Segment Start: EXTRACTED DATA

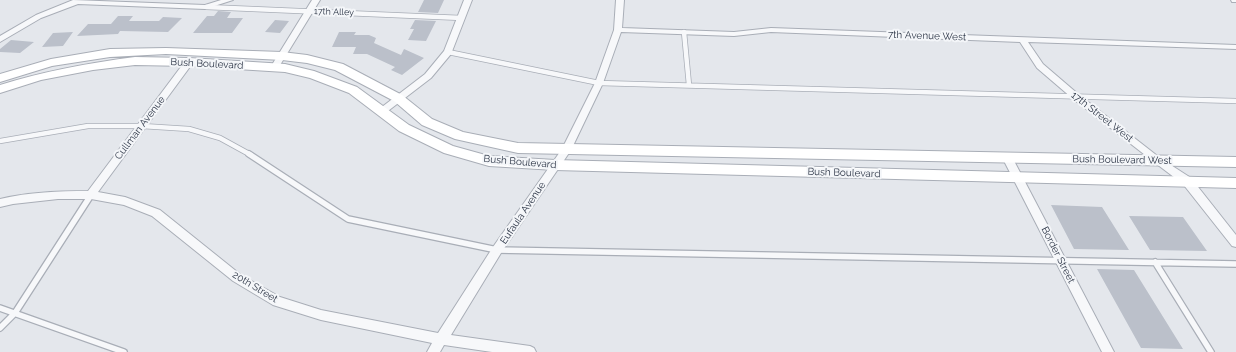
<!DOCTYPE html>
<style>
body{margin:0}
canvas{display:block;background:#e4e7ec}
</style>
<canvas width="1236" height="352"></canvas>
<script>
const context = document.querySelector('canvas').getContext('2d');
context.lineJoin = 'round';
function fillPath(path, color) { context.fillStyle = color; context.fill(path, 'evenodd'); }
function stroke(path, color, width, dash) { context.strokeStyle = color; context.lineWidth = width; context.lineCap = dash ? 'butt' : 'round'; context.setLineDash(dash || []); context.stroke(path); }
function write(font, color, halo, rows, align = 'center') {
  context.font = font + ' Raleway,sans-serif'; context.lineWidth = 4; context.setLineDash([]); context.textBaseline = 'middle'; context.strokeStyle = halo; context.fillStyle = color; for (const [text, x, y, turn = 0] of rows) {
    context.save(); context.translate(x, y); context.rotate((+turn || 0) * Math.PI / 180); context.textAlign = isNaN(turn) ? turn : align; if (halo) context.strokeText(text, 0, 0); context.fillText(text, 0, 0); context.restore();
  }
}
const building = new Path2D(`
 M424 0H444L438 13 418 12Z
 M218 11 231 12 227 18H243L232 33H193L207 16H214Z
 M118 16H133L129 21H159L163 17 182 18 168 32 120 31 118 34 77 36 88 24H111Z
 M275 20 289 21 280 33 265 32Z
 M415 20 436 21 426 41 408 40 414 29H410Z
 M73 32 63 46 42 47 53 33Z
 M339 32H356L354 35H369L376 38 374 43 401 55 404 49 424 58 402 75 391 70 395 67 367 54H353L356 47H332Z
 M11 40 34 42 20 53 0 52V49Z
 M1051 205 1102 207 1129 250 1074 249Z
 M1129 216 1183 217 1207 251 1150 250Z
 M1097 269 1134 270 1183 349 1141 348Z`);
const laneFar1 = new Path2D(`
 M206 7 462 18
 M684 32 689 85
 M448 52 599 83 1236 101
 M0 141 88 126H142L189 129 220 138 251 155`);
const lane = new Path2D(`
 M249 154 348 219 497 250 1236 264
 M1155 262 1211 352
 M0 308 124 352
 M0 328 15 313 91 195`);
const street = new Path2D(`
 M73 0 205 5 221 0H233L205 9 78 4 41 18 0 42V36L36 15Z
 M312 0H320L277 70H271L270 68Z
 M464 0H472L451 54 431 78 384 114H378L376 112 378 110 425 74 444 51Z
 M616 0H624L622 28 734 32 771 28 1236 45V49L1028 42 1043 64 1078 94 1160 158 1191 178 1236 235V247L1232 246 1183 184 1154 162 1072 98 1037 68 1020 42 771 32 734 36 621 32 603 83 571 150 501 253 451 335 530 346 534 348 536 352H492L444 345 440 352H427L432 343 321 320 273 305 233 281 152 216 124 205 91 199H58L13 204 0 207V199C29 192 59 191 88 191L186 60H192L193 62 192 64 98 192 125 197 160 210 241 275 280 297 321 310 438 333 493 247 562 149 595 83 614 30Z
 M1231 0H1236V2H1232Z
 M1007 154 1012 157 1114 352H1102L1002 157Z`);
const secondary = new Path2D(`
 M166 48 282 52 307 55 343 64 402 95 432 119 463 132 518 143 1236 157V167L518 153 455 139 422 125 394 101 335 70 307 63 282 60 166 54 110 57 52 66 0 82V74L51 59 110 49Z
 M135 57 189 58 285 64 314 71 357 87 409 125 453 146 489 156 555 160 1236 178V188L555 170 489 166 444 153 399 131 349 93 310 78 285 72 189 66 135 65 93 70 41 80 0 93V85C45 71 89 63 135 57Z`);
const farStreetnames = [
 ["17th Alley",334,12,2]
];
const streetNames = [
 ["7th Avenue West",927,36,2],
 ["Bush Boulevard",207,64,3],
 ["17th Street West",1102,117,38],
 ["Cullman Avenue",140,128,-53],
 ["Bush Boulevard West",1122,160,1],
 ["Bush Boulevard",520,162,5],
 ["Bush Boulevard",844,173,2],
 ["Eufaula Avenue",523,213,-56],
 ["Border Street",1058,255,63],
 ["20th Street",255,287,31]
];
fillPath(building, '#bbc0ca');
stroke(laneFar1, '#a9aeb7', 6);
stroke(lane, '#a9aeb7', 8);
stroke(street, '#a9aeb7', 2);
stroke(secondary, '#a9aeb7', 2);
stroke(laneFar1, '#f7f8fa', 4.5);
stroke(lane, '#f7f8fa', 5.5);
fillPath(street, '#f7f8fa');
fillPath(secondary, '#fff');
write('9px', '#2b3445', '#f4f6f9', farStreetnames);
write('10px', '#2b3445', '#f4f6f9', streetNames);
</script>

Segment End: EXTRACTED DATA

#### YOUR INSTRUCTIONS
Wherever a line of the records above contains the string "setLineDash", copy that line out.

#### ANSWER BOX
function stroke(path, color, width, dash) { context.strokeStyle = color; context.lineWidth = width; context.lineCap = dash ? 'butt' : 'round'; context.setLineDash(dash || []); context.stroke(path); }
  context.font = font + ' Raleway,sans-serif'; context.lineWidth = 4; context.setLineDash([]); context.textBaseline = 'middle'; context.strokeStyle = halo; context.fillStyle = color; for (const [text, x, y, turn = 0] of rows) {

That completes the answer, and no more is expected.